RECORDS SHOWN: Begin
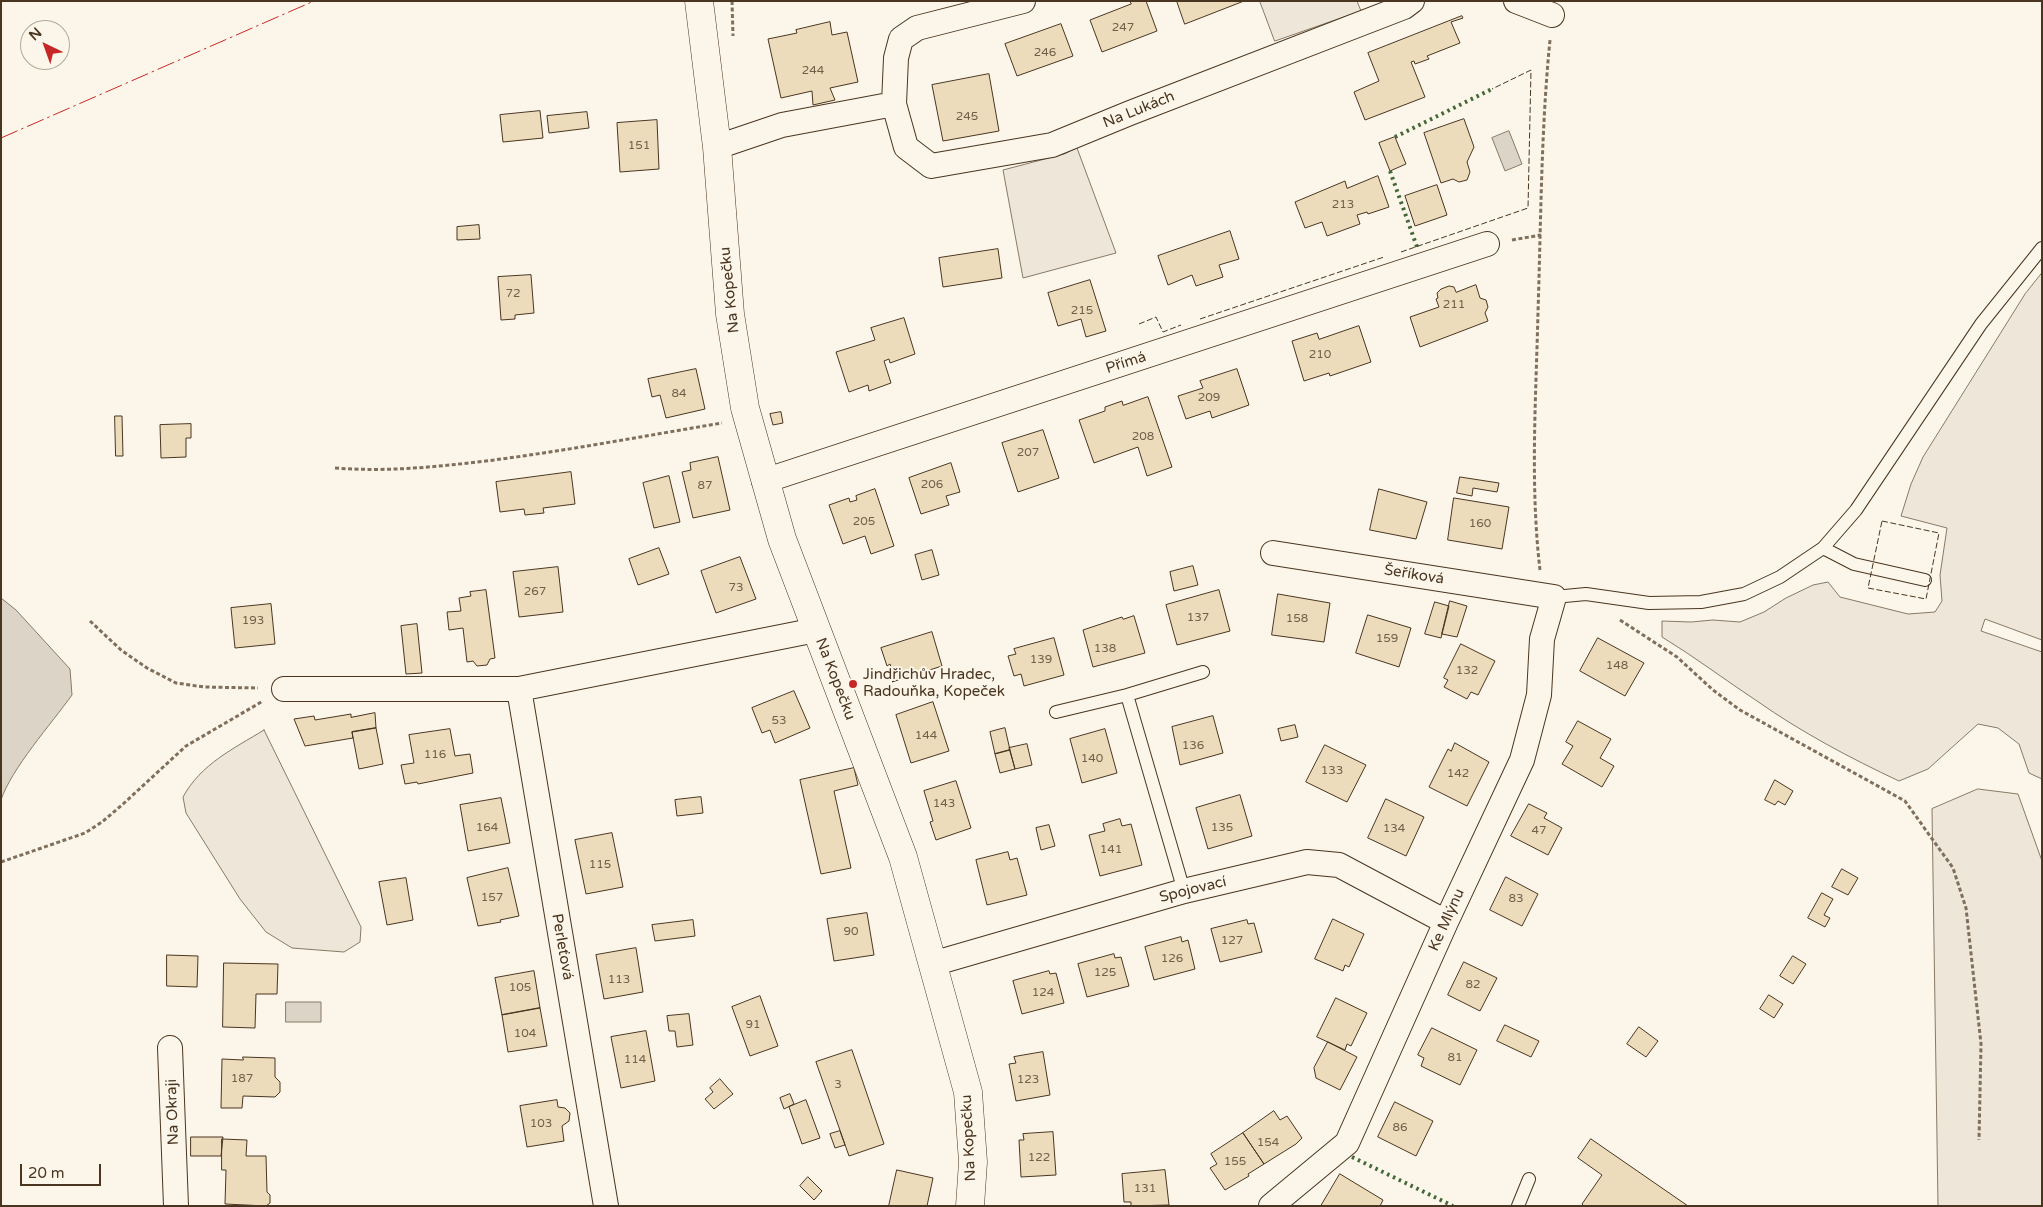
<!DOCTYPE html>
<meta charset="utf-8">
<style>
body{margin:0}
#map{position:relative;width:2043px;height:1207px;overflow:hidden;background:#fbf6e9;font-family:"Varela Round",sans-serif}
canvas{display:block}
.frame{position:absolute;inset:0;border:2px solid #4a3520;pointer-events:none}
.north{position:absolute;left:20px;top:20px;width:50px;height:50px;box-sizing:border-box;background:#fbf6e9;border:1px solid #b4a999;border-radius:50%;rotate:318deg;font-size:14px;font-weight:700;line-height:20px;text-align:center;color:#4a3520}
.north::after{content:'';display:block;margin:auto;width:18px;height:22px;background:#c62828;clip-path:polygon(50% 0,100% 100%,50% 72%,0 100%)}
.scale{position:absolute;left:20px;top:1164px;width:81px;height:22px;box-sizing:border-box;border:2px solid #4a3520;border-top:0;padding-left:6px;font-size:15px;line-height:18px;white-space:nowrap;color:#4a3520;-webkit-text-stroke:4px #fbf6e9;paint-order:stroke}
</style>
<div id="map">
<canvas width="2043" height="1207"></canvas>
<div class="frame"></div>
<div class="north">N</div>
<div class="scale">20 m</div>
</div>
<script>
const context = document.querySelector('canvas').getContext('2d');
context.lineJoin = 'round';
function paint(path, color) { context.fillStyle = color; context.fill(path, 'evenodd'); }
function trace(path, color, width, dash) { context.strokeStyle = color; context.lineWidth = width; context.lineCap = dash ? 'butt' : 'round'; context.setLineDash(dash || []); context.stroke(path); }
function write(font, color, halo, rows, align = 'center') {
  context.font = font + ' "Varela Round",sans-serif'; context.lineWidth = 4; context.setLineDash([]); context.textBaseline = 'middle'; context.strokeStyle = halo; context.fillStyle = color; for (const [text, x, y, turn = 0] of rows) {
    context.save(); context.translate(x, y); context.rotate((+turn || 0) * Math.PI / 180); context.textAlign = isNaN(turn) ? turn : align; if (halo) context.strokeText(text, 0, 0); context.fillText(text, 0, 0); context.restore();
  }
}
const green = new Path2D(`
 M1260,1H1357L1361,11L1275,41Z
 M1077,148L1116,253L1023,278L1003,170L1064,154Z
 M2042,273V640L1985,619L1981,631L2042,652V779L2029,773L2019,744L1998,728L1978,724L1928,769L1899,781C1850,758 1801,732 1757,701C1725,680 1695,657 1662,637V621L1691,622L1713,620L1740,622L1764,612L1786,598L1813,585L1828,582L1840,597L1908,614L1935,612L1942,601L1940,575L1947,528L1901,516L1911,484L1923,457L2025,294Z
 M264,730L361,927L360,942L344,952L292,948L266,932L240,899L186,813L183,797C201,764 233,749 264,730Z
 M1978,789L2018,794L2042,861V1206H1938L1932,809Z`);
const water = new Path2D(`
 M1509,131L1522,164L1505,171L1492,138Z
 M1,598L16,610L70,669L72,695C52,723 11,769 1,800Z
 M286,1002H321V1022H286Z`);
const building = new Path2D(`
 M1130,1H1146L1157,31L1102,52L1090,20L1131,4Z
 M1177,1H1244L1185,24Z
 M1462,16L1463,18L1451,22L1460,43L1427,56L1429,59L1415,64L1414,61L1411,62L1425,97L1365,120L1354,92L1379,81L1368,53Z
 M830,22L832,35L847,32L858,82L830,88L835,100L813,105L812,91L781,98L768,39L797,33L796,30Z
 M1061,24L1073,56L1017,76L1005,44Z
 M989,74L999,131L943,141L932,85Z
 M540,111L543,138L503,142L500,115Z
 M587,112L589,128L549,133L547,116Z
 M1464,119L1474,147L1467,162L1470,172L1467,180L1459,182L1453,179L1441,183L1424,133Z
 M657,120L659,169L620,172L617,123Z
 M1395,137L1406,164L1390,171L1379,143Z
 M1378,176L1389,207L1368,214L1367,212L1357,215L1360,224L1327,236L1322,222L1305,228L1295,202L1345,181L1347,188Z
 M1437,185L1447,215L1415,226L1405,196Z
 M479,225L480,239L457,240V227Z
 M1230,231L1239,259L1219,265L1223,277L1196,286L1192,275L1168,285L1158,256Z
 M998,249L1002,278L943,287L939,258Z
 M531,275L534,313L515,315V319L501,320L498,277Z
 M1090,280L1106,331L1086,337L1081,319L1058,326L1048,293Z
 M1476,285L1480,298L1486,300L1488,307L1485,313L1488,321L1420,347L1410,317L1439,307L1436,299L1438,298L1437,293L1441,289L1449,286L1454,287L1456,292Z
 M904,318L915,354L890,363L889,359L884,361L891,383L869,391L868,385L849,392L836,352L875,340L871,328Z
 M1359,326L1371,362L1330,376L1329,373L1304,381L1292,341L1317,333L1319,339Z
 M696,369L705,409L666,418L660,395L652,397L648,379Z
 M1237,369L1249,405L1212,418L1210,411L1186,419L1178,396L1203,388L1200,381Z
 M1148,397L1172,467L1147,476L1138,447L1094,463L1079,420L1105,411V407L1122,401L1123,405Z
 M781,412L783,423L773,425L770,414Z
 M115,416H122L123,456H116Z
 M191,424V438H186V457L161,458L160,425Z
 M1043,430L1059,478L1018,492L1002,443Z
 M718,457L730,510L693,518L682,472L691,470L690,463Z
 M951,463L960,492L946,496L949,505L921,514L909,478Z
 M571,472L575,504L543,508L544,513L525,515L524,509L500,512L496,482Z
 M669,476L680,522L654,528L643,483Z
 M1460,477L1499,483L1497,492L1473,488L1472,496L1457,493Z
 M875,489L894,546L871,554L865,536L843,544L829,505L849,498L850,502L857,500L856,496Z
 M1379,489L1427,502L1416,539L1370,530Z
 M1454,498L1509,507L1502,549L1448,540Z
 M659,548L669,574L638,585L629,559Z
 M932,550L939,575L922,580L915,555Z
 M740,557L756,599L716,613L701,571Z
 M1193,566L1198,585L1174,591L1170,572Z
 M558,567L563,612L519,617L513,572Z
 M486,590L495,658L490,659L487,665L477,666L473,661L467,662L463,628L449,630L447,612L461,611L459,598L471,596L470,592Z
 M1219,590L1230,631L1177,645L1166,605Z
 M1278,594L1330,603L1324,642L1272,635Z
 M1450,601L1467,606L1457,637L1442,634Z
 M1435,602L1449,606L1441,638L1425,634Z
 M271,604L275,644L235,648L231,608Z
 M1368,615L1411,628L1399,667L1356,653Z
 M1134,616L1145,653L1093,667L1083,630L1122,617L1123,619Z
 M417,624L422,673L406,674L401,626Z
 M932,632L942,666L892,682L895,679L890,664L887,666L881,648Z
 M1054,638L1064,675L1024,686L1021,674L1014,676L1008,656L1016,654L1014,649Z
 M1598,638L1644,663L1625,696L1580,671Z
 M1461,644L1495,661L1478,695L1471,692L1467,699L1444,687L1448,680L1444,678Z
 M794,691L810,728L775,743L770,730L762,733L752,708Z
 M933,702L949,751L911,763L896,715Z
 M375,713L376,728L352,732L353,738L305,746L294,719L314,716L315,720L351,714V717Z
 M1213,716L1223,753L1180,765L1172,727Z
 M1578,721L1611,739L1600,758L1614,766L1602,787L1562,764L1573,746L1566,742Z
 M1295,725L1298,737L1281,741L1278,729Z
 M376,728L383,764L359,769L352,732Z
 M1005,728L1010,750L995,754L990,732Z
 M450,729L455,756L470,754L473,773L418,784L417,782L405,784L401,765L414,763L409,735Z
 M1105,729L1117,773L1082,783L1070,739Z
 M1455,743L1489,762L1467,806L1429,787L1448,749L1451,751Z
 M1027,744L1032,765L1015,769L1009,748Z
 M1325,745L1366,765L1347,802L1306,782Z
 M1010,750L1015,769L1000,773L995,754Z
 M854,768L858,785L834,791L851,868L821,874L800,780Z
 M1775,780L1793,791L1785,805L1778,801L1775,805L1765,800Z
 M956,781L971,828L936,840L930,822L933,821L924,791Z
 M1240,795L1252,836L1208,849L1196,808Z
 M701,797L703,813L677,816L675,800Z
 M501,798L510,843L468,851L460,805Z
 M1386,799L1424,817L1406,856L1368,838Z
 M1529,804L1547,813L1544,818L1562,828L1548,855L1511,836Z
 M1120,819L1122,826L1131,824L1142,865L1100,876L1089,835L1105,831L1103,824Z
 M1049,825L1055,846L1041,850L1036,828Z
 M612,833L623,887L586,894L575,840Z
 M1008,852L1010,860L1017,858L1027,895L987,905L976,860Z
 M508,868L519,916L500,920L501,922L478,926L467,878Z
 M1842,869L1858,878L1848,895L1832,887Z
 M1506,877L1538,894L1522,926L1490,910Z
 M406,878L413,920L387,925L379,882Z
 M1822,893L1833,899L1824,915L1830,918L1825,927L1808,918Z
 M867,913L874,955L834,961L827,919Z
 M1333,919L1364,934L1349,967L1345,965L1343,971L1315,959Z
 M693,920L695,936L655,941L652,925Z
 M1247,920L1248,924L1254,923L1262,952L1220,962L1211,929Z
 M1181,937L1182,942L1188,940L1195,969L1154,980L1145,947Z
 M636,948L643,992L604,999L596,955Z
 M1114,954L1115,958L1121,957L1129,986L1087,997L1078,964Z
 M167,955L198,956L197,987L167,986Z
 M1793,956L1806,964L1793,984L1780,976Z
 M1464,962L1497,978L1480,1011L1448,995Z
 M224,963L278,964L277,994H256L255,1028L223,1027Z
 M534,971L540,1008L502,1015L495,978Z
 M1049,971L1050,974L1056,973L1064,1003L1022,1014L1013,981Z
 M1769,995L1783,1004L1774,1018L1760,1009Z
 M760,996L778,1046L750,1056L732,1007Z
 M1336,998L1367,1013L1351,1046L1347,1044L1345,1050L1317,1037Z
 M540,1008L547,1046L508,1052L502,1015Z
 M689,1014L693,1045L677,1047L675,1031H669L667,1016Z
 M1505,1025L1539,1041L1531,1057L1497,1041Z
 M1639,1027L1658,1041L1646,1057L1627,1044Z
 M1432,1028L1477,1050L1460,1085L1421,1066L1424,1058L1418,1055Z
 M646,1031L655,1081L621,1088L611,1037Z
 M1328,1042L1357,1057L1340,1090L1316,1078L1314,1068Z
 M852,1050L884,1144L849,1156L816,1062Z
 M1043,1052L1050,1095L1016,1101L1009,1064L1016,1063L1014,1057Z
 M243,1057L275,1058V1077L280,1082V1092L275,1097L243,1096L242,1108H221L222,1059L243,1060Z
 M720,1079L733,1094L714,1109L705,1099L713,1092L710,1088Z
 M790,1094L794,1104L784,1109L780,1098Z
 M557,1100L558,1107L565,1108L570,1113L569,1121L562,1126L564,1141L527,1147L520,1106Z
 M806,1100L820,1138L802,1144L789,1107Z
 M1395,1102L1433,1121L1416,1156L1378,1137Z
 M1274,1111L1280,1120L1287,1116L1302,1138L1296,1144L1264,1164L1243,1133Z
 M840,1131L845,1145L835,1148L830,1134Z
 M1053,1132L1056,1175L1021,1177L1019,1140H1024L1023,1134Z
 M1243,1133L1264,1164L1248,1174L1249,1176L1225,1190L1210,1168L1217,1164L1211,1154Z
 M191,1137H223L221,1156H191Z
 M222,1139L247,1140L246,1156H266L267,1192L270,1195V1203L266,1206L225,1204L226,1170H222Z
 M1591,1139L1688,1206H1584L1582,1204L1602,1175L1578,1158Z
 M897,1170L933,1178L927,1206H889Z
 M1165,1170L1169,1205L1131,1206V1202H1124L1122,1174Z
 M1340,1174L1383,1200L1380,1206H1321Z
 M808,1177L822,1191L814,1200L800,1186Z`);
const path = new Path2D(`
 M732,1L733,36
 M1512,240L1541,235
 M335,468C388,472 434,467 486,461C565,451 644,436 722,423
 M1540,570C1530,485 1536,398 1538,312C1541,221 1541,130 1550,40
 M1620,620L1677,657L1713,690L1740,710L1905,801L1953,868L1966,908L1981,1044L1979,1140
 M90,621L121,650L147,668L176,683L204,687L258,688
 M1,862L85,833L102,822L122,805L186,746L263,701`);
const service = new Path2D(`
 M1823,548L1854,564L1925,580
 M1554,597L1586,594L1649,603L1701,602L1744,594L1780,577L1823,548L1856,510L1981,324L2042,248
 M1127,695L1184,891
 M1056,712L1127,695L1203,672
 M1518,1206L1529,1179`);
const minor = new Path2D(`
 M1023,1L917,28L901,39L896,58L894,104L906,147L931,166L1052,145L1130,113L1404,7L1412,1
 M1516,1L1552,15
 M717,147L782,125L894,104
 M764,481L1487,244
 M284,689H519
 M932,964L1184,891L1307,862L1339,865L1446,922
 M170,1048L176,1206
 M606,1206L519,689L816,630
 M1271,1206L1347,1143L1446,922L1522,760L1539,695L1542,639L1554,597L1273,553`);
const tertiary = new Path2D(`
 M699,1L717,147L730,314L745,408L782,539L903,857L968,1092L973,1162L970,1206`);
const hedge = new Path2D(`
 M1395,137L1492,89
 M1390,171L1417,247
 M1352,1157L1453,1206`);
const fence = new Path2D(`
 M1401,252L1528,208L1531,70L1492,89
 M1200,319L1384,257
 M1139,324L1156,317L1163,332L1181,325
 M1882,521L1939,533L1926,599L1868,588Z`);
const power = new Path2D(`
 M1,138L314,1`);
const markers = [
 [853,684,5,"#c62828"]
];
const numberNames = [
 ["247",1123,28],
 ["246",1045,53],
 ["244",813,71],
 ["245",967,117],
 ["151",639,146],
 ["213",1343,205],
 ["72",513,294],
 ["211",1454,305],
 ["215",1082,311],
 ["210",1320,355],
 ["84",679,394],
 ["209",1209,398],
 ["208",1143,437],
 ["207",1028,453],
 ["206",932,485],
 ["87",705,486],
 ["205",864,522],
 ["160",1480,524],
 ["73",736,588],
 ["267",535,592],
 ["137",1198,618],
 ["158",1297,619],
 ["193",253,621],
 ["159",1387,639],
 ["138",1105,649],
 ["139",1041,660],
 ["148",1617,666],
 ["132",1467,671],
 ["53",779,721],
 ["144",926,736],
 ["136",1193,746],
 ["116",435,755],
 ["140",1092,759],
 ["133",1332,771],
 ["142",1458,774],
 ["143",944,804],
 ["164",487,828],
 ["135",1222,828],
 ["134",1394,829],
 ["47",1539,831],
 ["141",1111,850],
 ["115",600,865],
 ["157",492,898],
 ["83",1516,899],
 ["90",851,932],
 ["127",1232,941],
 ["126",1172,959],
 ["125",1105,973],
 ["113",619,980],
 ["82",1473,985],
 ["105",520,988],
 ["124",1043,993],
 ["91",753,1025],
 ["104",525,1034],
 ["81",1455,1058],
 ["114",635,1060],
 ["187",242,1079],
 ["123",1028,1080],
 ["3",838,1085],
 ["103",541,1124],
 ["86",1400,1128],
 ["154",1268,1143],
 ["122",1039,1158],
 ["155",1235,1162],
 ["131",1145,1189]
];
const streetNames = [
 ["Na Lukách",1139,110,-22],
 ["Na Kopečku",730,290,-96],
 ["Přímá",1126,363,-18],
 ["Šeříková",1414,575,9],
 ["Na Kopečku",835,679,69],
 ["Spojovací",1193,890,-14],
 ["Ke Mlýnu",1447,920,-66],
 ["Perleťová",562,947,80],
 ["Na Okraji",173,1112,-92],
 ["Na Kopečku",969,1138,-93]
];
const poiNames = [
 ["Jindřichův Hradec,",863,675],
 ["Radouňka, Kopeček",863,692]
];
paint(green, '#ede6d9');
trace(green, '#887966', 1);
paint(water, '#dcd4c6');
trace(water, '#887966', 1);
paint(building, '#ecdcbc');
trace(building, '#4a3520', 1);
trace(service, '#4a3520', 14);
trace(minor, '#4a3520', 26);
trace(tertiary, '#4a3520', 29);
trace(path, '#7f6f5c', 3, [4, 2.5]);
trace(service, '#fbf6e9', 12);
trace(minor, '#fbf6e9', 24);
trace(tertiary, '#fbf6e9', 28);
trace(hedge, '#436837', 4, [2.5, 4]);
trace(fence, '#4a3520', 1, [6, 2.5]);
trace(power, '#c62828', 1, [18, 4, 2.5, 4]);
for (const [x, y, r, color] of markers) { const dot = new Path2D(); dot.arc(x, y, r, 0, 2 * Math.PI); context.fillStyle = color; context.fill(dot); trace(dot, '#fbf6e9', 2); }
write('12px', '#725f47', null, numberNames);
write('15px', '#4a3520', '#fbf6e9', streetNames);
write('15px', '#4a3520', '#fbf6e9', poiNames, 'left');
</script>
RECORDS SHOWN: End
■ **GOAL OF THE EXERCISE**:
When a line in the data contains "function", return it as written.

■ **ANSWER TO THIS TASK**:
function paint(path, color) { context.fillStyle = color; context.fill(path, 'evenodd'); }
function trace(path, color, width, dash) { context.strokeStyle = color; context.lineWidth = width; context.lineCap = dash ? 'butt' : 'round'; context.setLineDash(dash || []); context.stroke(path); }
function write(font, color, halo, rows, align = 'center') {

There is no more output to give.